According to a recent McKinsey poll, the top three factors employees cited as reasons for quitting were: 1) They didn’t feel valued by their organizations (54 percent), 2) they didn’t feel valued by their managers (52 percent), and 3) they didn’t feel a sense of belonging at work (51 percent).
Now that work-at-home is here to stay, leaders at all levels are going to have to re-engineer how they lead. Some companies are developing a plan on how to build and sustain a hybrid environment that works for both employees and the company. Either way, new strategies are needed that will help employees feel listened to and that their ideas are valid. Employees want to belong and to believe that their contribution to the company is valuable. When leaders can do this, there can be a change in culture and a chain reaction of successes that can help validate employees, give them a sense of belonging, and help companies reach their goals.
One of the ways to validate and help employees feel they are contributing to the success of the company is by giving employees visibility. This is done completely differently in a remote environment than in a traditional brick-and-mortar environment.
There’s a lot of competition for front-line employees, supervisors, and middle managers to move up the ladder to where they will have more influence on how the company is driven. Promotion decisions are not made in a vacuum. They are usually made with input from multiple people and, in some cases, even multiple departments. One strategy to help validate and ultimately retain an employee is to help that employee move up in the organization by utilizing a leadership strategy of “managing up.” This is when you showcase that team member to a person up the corporate ladder from you, a colleague, a different department head, or a group of people. It doesn’t have to be a major announcement, just mentioning their name and what they did to contribute. To complete the strategy, make sure to mention to the team member you are helping that you mentioned them to someone “upstairs,” the “VP,” or “Maggie in human resources.” This gives your employee visibility and validates their idea. The employee will probably mention the exchange to another colleague, which will spur appreciation, engagement, and validation.
Be someone’s crusader. Invite them to a meeting one level up from where they currently are on the corporate ladder. This is easy to accomplish in a work-at-home environment. Plan ahead so this person understands what is going to happen. You can invite them in through a link in a chat at the precise moment you need them to join the meeting. Mention to the attendees in the virtual meeting that “Mary is going to assist for a few minutes.” Once Mary is in the virtual meeting, she can talk about a topic or a slide. You can ask her opinion on how her colleagues are feeling about a particular subject. This is Mary’s time to contribute. Let others ask Mary questions, and then thank Mary for her help before she logs off.
This adds depth to what you are presenting, showcases your leadership style, and gives Mary visibility, which shows how you value her and how she is contributing to the company. Mary will be grateful and tell her colleagues, who will be excited for her.
Other leaders that were in the virtual meeting will hopefully follow your example, and a new strategy will have been incorporated that engages people in your organization, validates their value, and gives them a sense of belonging. When people feel this way, they will have less reason to quit.

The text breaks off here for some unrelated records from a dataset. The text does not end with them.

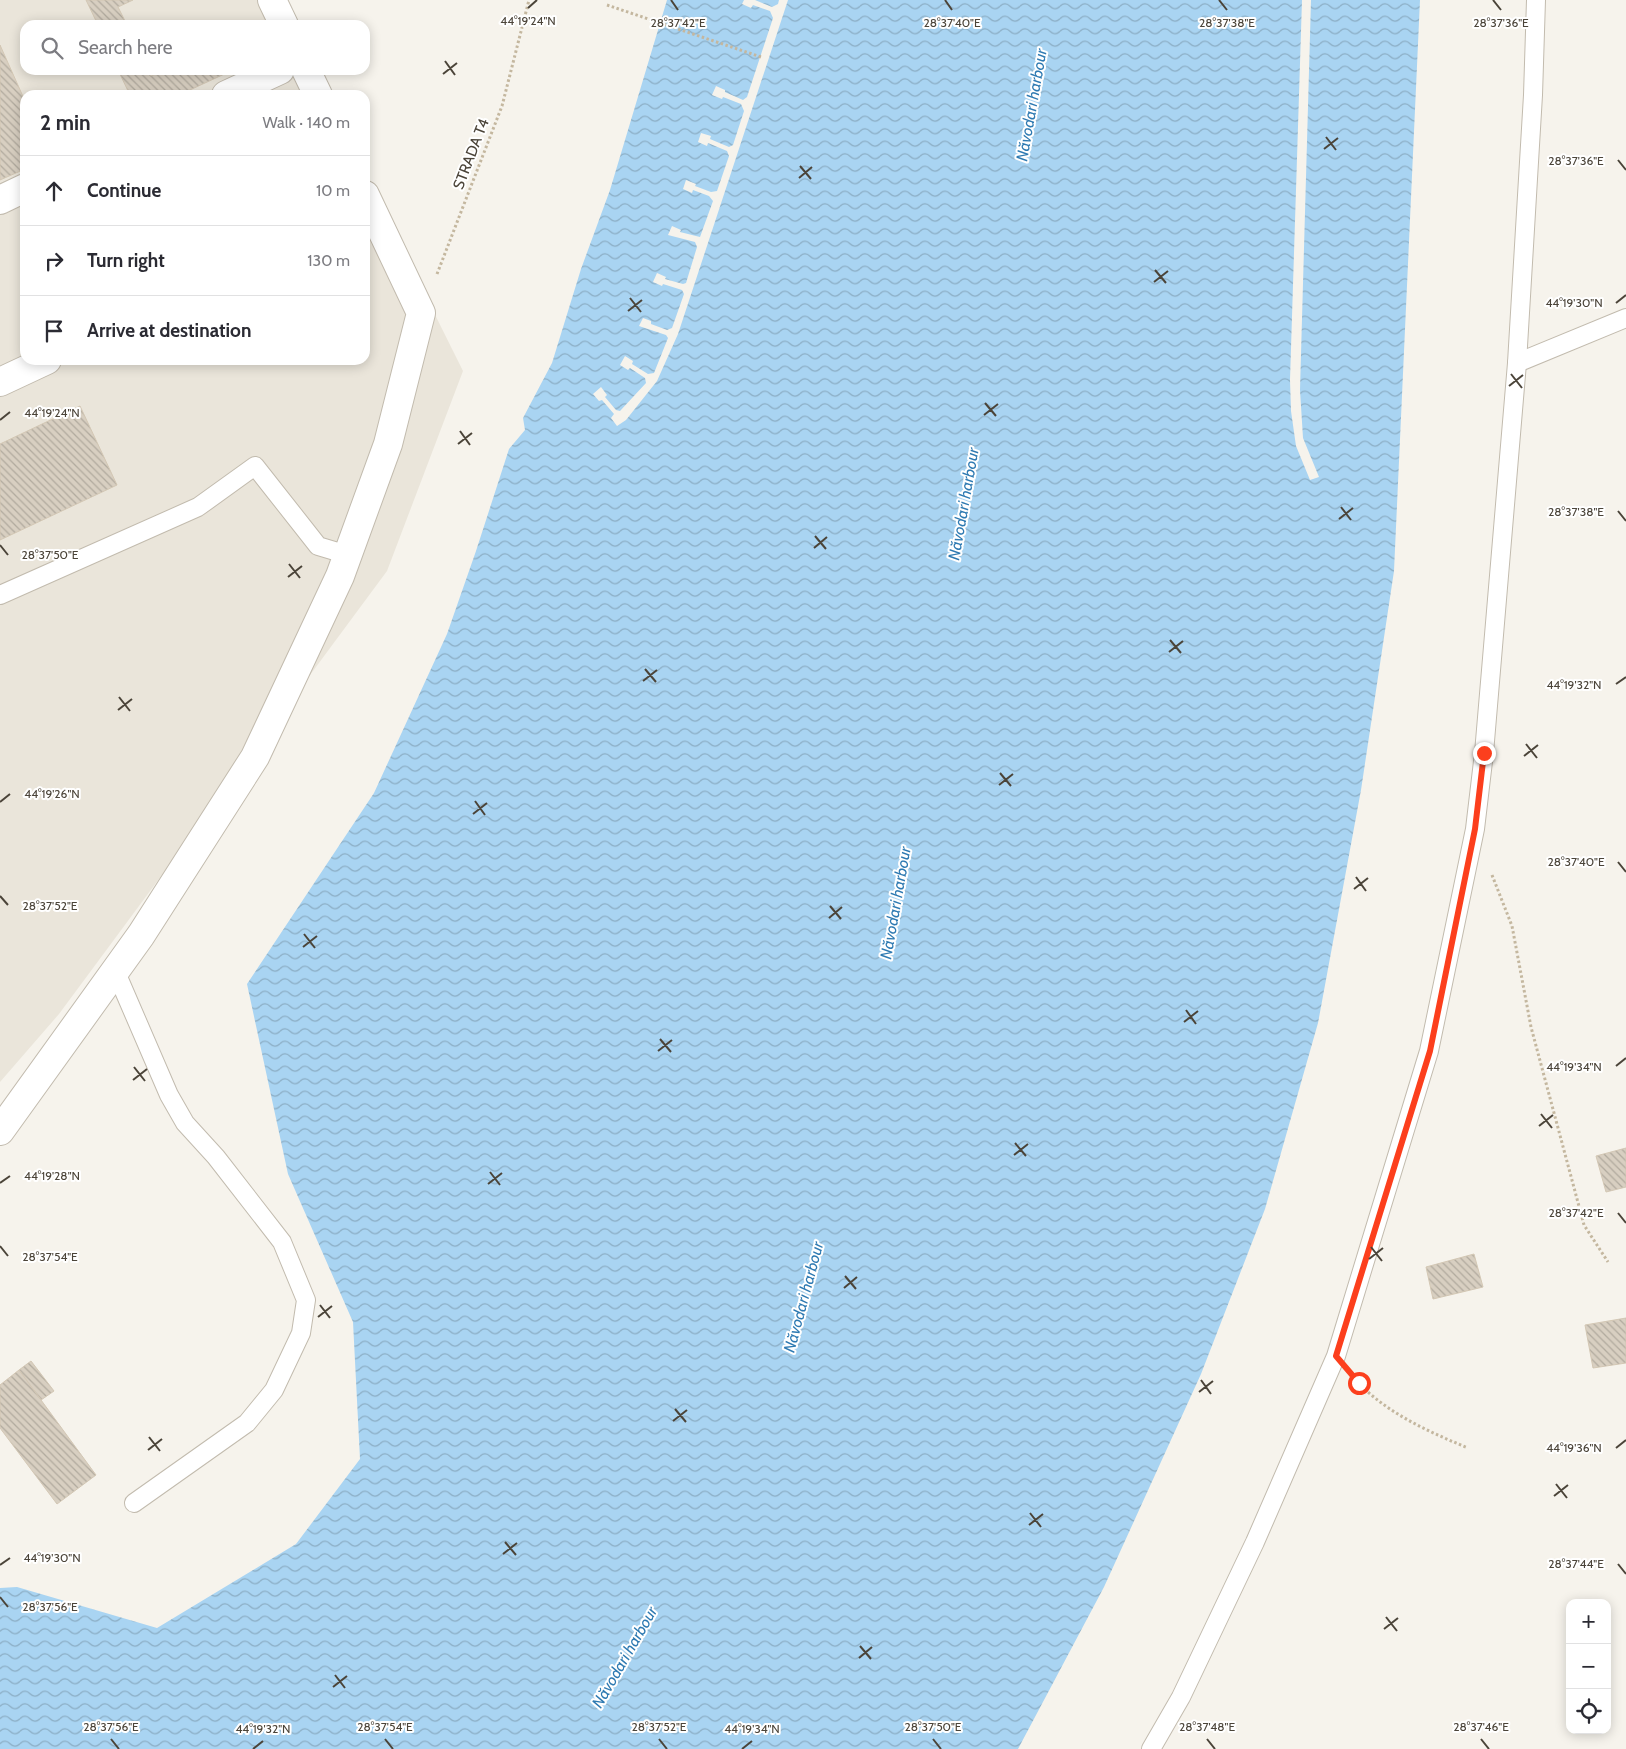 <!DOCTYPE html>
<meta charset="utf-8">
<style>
body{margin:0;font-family:Cabin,sans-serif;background:#f2f2f3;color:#2b2b33}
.controls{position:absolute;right:15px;bottom:15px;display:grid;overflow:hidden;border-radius:10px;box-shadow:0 2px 12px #0003}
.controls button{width:45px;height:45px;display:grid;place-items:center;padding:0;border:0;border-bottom:1px solid #e1e1e2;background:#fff;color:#2b2b33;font:25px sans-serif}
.stop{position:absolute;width:15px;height:15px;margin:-11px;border:4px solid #fc3f1d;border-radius:50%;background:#fff}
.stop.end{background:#fc3f1d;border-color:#fff;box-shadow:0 1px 5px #0008}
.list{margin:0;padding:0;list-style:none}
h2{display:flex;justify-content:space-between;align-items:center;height:65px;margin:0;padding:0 20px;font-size:21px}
h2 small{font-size:16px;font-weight:400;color:#7c7c81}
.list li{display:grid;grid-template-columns:32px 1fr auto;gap:15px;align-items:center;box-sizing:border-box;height:70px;padding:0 20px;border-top:1px solid #e1e1e2}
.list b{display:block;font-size:19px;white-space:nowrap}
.list em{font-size:16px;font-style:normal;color:#7c7c81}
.icon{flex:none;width:28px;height:28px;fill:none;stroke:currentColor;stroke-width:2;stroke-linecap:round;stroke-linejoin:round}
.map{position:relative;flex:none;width:1626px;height:1749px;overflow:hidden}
.search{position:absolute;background:#fff;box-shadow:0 2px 12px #0003;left:20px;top:20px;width:350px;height:55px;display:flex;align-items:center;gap:12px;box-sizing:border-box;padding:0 18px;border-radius:15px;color:#7c7c81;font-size:19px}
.panel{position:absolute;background:#fff;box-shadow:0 2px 12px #0003;left:20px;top:90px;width:350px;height:275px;border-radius:15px}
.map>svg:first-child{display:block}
.residential{fill:#eae5da}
.water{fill:url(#water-waves)}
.building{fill:url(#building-back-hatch);stroke:#d3c7b4}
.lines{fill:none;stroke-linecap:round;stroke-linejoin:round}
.lane-casing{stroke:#c2bbae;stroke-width:20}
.street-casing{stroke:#c2bbae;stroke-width:30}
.path{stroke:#c4b79f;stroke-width:3;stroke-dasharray:2.5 2.5;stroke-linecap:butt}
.lane{stroke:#fff;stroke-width:18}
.street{stroke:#fff;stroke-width:28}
.route{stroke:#fc3f1d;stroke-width:6}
.ticks{fill:none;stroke:#4b4439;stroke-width:2}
.labels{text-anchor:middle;stroke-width:4;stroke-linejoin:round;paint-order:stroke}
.street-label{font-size:15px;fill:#4b4439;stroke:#fff}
.water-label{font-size:16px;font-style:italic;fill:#2e7ab2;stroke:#fff}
.ticks-label{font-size:12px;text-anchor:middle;fill:#4b4439;stroke:#fff;stroke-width:4;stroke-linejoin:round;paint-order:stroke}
</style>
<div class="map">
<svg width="1626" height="1749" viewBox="0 0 1626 1749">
<defs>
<pattern id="water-waves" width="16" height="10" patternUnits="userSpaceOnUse" patternTransform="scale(1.25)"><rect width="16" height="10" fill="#a9d4f2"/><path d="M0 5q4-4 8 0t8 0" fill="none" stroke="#8caec5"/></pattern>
<pattern id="building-back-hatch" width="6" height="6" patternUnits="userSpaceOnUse" patternTransform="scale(1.25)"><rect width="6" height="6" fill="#d8cfc1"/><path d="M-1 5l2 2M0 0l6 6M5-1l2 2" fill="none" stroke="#b1aa9e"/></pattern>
</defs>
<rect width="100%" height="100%" fill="#f6f3ec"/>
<!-- residential -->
<path class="residential" d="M0,0H272L284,25H25V70H312L326,95H25V360H365V174L463,371L387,571L59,1014L0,1082Z"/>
<!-- water -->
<g class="water">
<path d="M667,0H744L742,4L751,8L753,5L770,11L773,18L747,97L743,100L725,92V90L716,86L712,95L722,99L723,97L741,104L744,111L733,145L729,147L710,139L711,136L701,133L698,142L707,146L708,143L727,151L729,156L717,191L711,192L695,186L696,184L686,180L683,189L692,193L693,190L709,196L713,201L700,237L680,232L681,230L672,226L668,235L695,242L697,247L686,283L683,284L665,279L666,277L657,273L653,282L662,286L663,284L682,290L684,294L672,328L667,330L651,324V321L643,318L639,326L666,335L668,338L654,373L648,374L632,364L633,361L625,356L620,365L628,370L630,368L645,378L646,383L620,411L616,410L605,397L607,395L601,387L593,394L599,401L602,400L614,414L611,418L617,426L626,420L657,381L678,334L788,0H1302L1290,380L1291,411L1296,446L1310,480L1319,477L1303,438L1300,390L1311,0H1420L1394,571L1361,790L1318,1023L1265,1209L1201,1374L1104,1587L1018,1749H0V1588L17,1587L157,1628L296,1544L360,1459L353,1322L288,1174L247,984L374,793L447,634L476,551L509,449L525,430L523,418L552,363L581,269L610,190Z"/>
<path d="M755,0H779L778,4L772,7Z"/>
</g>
<!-- building -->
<g class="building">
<path d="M86,0H133L118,7L127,25H98Z"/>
<path d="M0,45L25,101V169L0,180Z"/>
<path d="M118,70H148L151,76L165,70H233L179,95H130Z"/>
<path d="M80,406L117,485L0,540V444Z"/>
<path d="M1626,1148V1187L1606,1192L1596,1156Z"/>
<path d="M1474,1254L1483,1287L1433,1299L1426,1267Z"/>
<path d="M1626,1318V1363L1593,1368L1585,1325Z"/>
<path d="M31,1361L54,1391L41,1400L19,1370Z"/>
<path d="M19,1370L96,1475L57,1504L0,1428V1385Z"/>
</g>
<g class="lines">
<!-- lane casing -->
<g class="lane-casing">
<g id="lane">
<path d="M1517,363L1626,318"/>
<path d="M0,595L198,507L255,466L318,546L348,555"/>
<path d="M115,970L169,1095L185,1123L216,1157L282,1242L306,1300L301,1333L274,1390L247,1423L134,1503"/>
<path d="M1151,1749L1181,1697L1255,1542L1336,1356L1429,1051L1475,829L1484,753L1517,363L1533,95L1536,0"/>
</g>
</g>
<!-- street casing -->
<g class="street-casing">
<g id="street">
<path d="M272,0L284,25"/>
<path d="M306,70L318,95"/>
<path d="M226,95L280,70"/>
<path d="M0,200L25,188"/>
<path d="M0,382L47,360"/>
<path d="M0,1131L141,935L255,757L340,576L388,444L421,313L365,195"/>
</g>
</g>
<!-- path -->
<g class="path">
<path d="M607,5L761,57"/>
<path d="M437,274L502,106L529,0"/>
<path d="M1492,875L1512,926L1531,1027L1584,1225L1608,1262"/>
<path d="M1354,1378C1384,1412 1427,1431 1468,1448"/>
</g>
<!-- lane -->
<use href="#lane" class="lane"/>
<!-- street -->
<use href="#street" class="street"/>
</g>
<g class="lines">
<!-- route -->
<path class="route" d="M1359,1383L1336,1356L1430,1051L1475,829L1484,753"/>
</g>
<!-- ticks -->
<path class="ticks" d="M671,0L678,10M945,0L952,10M1219,0L1227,10M1493,0L1501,10M528,8L537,0M445,61L455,75M443,74L457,63M1326,137L1336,150M1324,149L1338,138M1618,160L1626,170M800,166L811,179M799,178L812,167M1155,270L1166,283M1154,282L1168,271M630,298L641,312M1616,303L1626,295M628,311L642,300M1511,374L1522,388M1509,386L1523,375M985,403L996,416M984,415L998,404M0,420L10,412M460,431L470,445M458,444L472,433M1341,507L1351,520M1618,511L1626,521M1339,519L1353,508M815,536L826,549M0,545L8,555M814,548L827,537M289,564L300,578M288,577L302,566M1170,640L1181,653M1169,652L1183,641M645,669L656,682M643,681L657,670M1616,684L1626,677M119,697L130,711M118,710L132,699M1526,744L1537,758M1524,756L1538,745M1000,773L1011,786M999,785L1013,774M475,801L485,815M0,802L10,794M473,814L487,803M1618,862L1626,872M1356,877L1366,891M1354,889L1368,878M0,896L8,905M830,906L841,919M829,918L842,907M304,934L315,948M303,947L317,936M1186,1010L1196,1024M1184,1022L1198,1011M660,1039L671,1052M658,1051L672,1040M1616,1066L1626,1058M134,1067L145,1081M133,1080L147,1069M1541,1114L1552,1128M1539,1126L1553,1115M1015,1143L1026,1156M1014,1155L1028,1144M490,1172L500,1185M0,1183L10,1176M488,1184L502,1173M1618,1213L1626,1223M0,1246L8,1256M1371,1247L1382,1261M1369,1259L1383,1248M845,1276L856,1289M844,1288L857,1277M320,1305L330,1318M318,1317L332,1306M1201,1380L1211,1394M1199,1392L1213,1381M675,1409L686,1422M673,1421L687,1410M149,1437L160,1451M1616,1448L1626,1440M148,1450L162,1439M1556,1484L1567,1498M1554,1496L1568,1485M1030,1513L1041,1527M1029,1525L1043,1514M505,1542L516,1555M503,1554L517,1543M1618,1564L1626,1574M0,1565L10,1558M0,1597L8,1607M1386,1617L1397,1631M1384,1629L1398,1618M860,1646L871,1659M859,1658L872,1647M335,1675L345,1688M333,1687L347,1676M111,1739L119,1749M385,1739L393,1749M659,1739L667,1749M933,1739L941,1749M1207,1739L1215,1749M1481,1739L1489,1749M253,1749L263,1741M742,1749L752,1741"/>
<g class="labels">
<!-- street labels -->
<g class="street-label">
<text transform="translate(471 154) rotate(-69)" y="5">STRADA T4</text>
</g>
<!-- water labels -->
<g class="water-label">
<text transform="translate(1031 105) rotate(-80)" y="6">Năvodari harbour</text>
<text transform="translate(963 504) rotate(-80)" y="6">Năvodari harbour</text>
<text transform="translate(895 903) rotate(-80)" y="6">Năvodari harbour</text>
<text transform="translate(803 1297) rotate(-75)" y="6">Năvodari harbour</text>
<text transform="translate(624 1657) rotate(-60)" y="6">Năvodari harbour</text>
</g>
</g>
<g class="ticks-label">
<text x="528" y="25">44°19'24"N</text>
<text x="678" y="27">28°37'42"E</text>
<text x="952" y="27">28°37'40"E</text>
<text x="1227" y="27">28°37'38"E</text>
<text x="1501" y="27">28°37'36"E</text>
<text x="1576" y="165">28°37'36"E</text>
<text x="1574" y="307">44°19'30"N</text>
<text x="52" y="417">44°19'24"N</text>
<text x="1576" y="516">28°37'38"E</text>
<text x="50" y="559">28°37'50"E</text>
<text x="1574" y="689">44°19'32"N</text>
<text x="52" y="798">44°19'26"N</text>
<text x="1576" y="866">28°37'40"E</text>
<text x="50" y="910">28°37'52"E</text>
<text x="1574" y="1071">44°19'34"N</text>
<text x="52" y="1180">44°19'28"N</text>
<text x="1576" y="1217">28°37'42"E</text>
<text x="50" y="1261">28°37'54"E</text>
<text x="1574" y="1452">44°19'36"N</text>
<text x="52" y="1562">44°19'30"N</text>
<text x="1576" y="1568">28°37'44"E</text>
<text x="50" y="1611">28°37'56"E</text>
<text x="111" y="1731">28°37'56"E</text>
<text x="385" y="1731">28°37'54"E</text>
<text x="659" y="1731">28°37'52"E</text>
<text x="933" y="1731">28°37'50"E</text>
<text x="1207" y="1731">28°37'48"E</text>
<text x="1481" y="1731">28°37'46"E</text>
<text x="263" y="1733">44°19'32"N</text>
<text x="752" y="1733">44°19'34"N</text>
</g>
</svg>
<div class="controls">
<button>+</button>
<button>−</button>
<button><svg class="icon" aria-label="locate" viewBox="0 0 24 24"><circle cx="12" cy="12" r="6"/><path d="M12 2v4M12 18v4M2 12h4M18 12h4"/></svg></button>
</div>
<div class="stop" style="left:1359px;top:1383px"></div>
<div class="stop end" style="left:1484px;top:753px"></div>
<div class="search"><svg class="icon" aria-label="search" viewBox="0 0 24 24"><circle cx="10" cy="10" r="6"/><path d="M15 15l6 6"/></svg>Search here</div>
<section class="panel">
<h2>2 min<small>Walk · 140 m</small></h2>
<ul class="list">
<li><svg class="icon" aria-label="ahead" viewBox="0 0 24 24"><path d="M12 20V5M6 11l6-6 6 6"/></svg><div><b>Continue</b></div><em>10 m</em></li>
<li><svg class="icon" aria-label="right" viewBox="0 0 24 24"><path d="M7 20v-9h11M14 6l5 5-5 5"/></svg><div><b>Turn right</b></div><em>130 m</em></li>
<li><svg class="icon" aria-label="arrive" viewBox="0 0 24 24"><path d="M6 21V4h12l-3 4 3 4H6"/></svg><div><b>Arrive at destination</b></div></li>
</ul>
</section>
</div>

Manage Sideways with Project Management
Fellow colleagues are always sharing new ideas. Whether in a focus group or a supervisor, middle management, or senior leadership meeting, you can help a colleague to feel valued by asking them to help with a project strategy. Another approach is to choose someone that you would not normally ask to collaborate with.
Work on the project together, and give them specific acknowledgment as you both are presenting. You can give them credit for a particular slide, for the analytics in the graph, or even the illustration on the slide if it’s really creative. This gives your colleague, who may have a different skill set, more visibility, while at the same time showcasing your leadership skills. This can give a sense of belonging and validation to both. Sometimes, in companies where backbiting is the norm, you may feel you are taking a risk by having someone help you with a project. If that’s the case, pick someone that perhaps isn’t as outgoing as you or someone with an entirely different skill set. You can also pick someone from another department. These collaborative projects help to engage and validate people while helping them to feel a sense of belonging at the organization.
Looking in the Leadership Mirror
As the business climate continues to change and the work-at-home and hybrid environments continue to evolve, developing new strategies and leadership skills is critical for moving an organization forward. Leaders that are introspective and take the opportunity to learn and demonstrate new skills and strategies will continue to grow personally and professionally. These evolving leaders can engage and validate their colleagues and employees at all levels, whether above, beside, or below them on the organizational corporate ladder. This also drives engagement, and employees within the organization can feel a sense of belonging. When this happens, you can create a culture that thrives in the work-at-home and hybrid environments and curb employee attrition.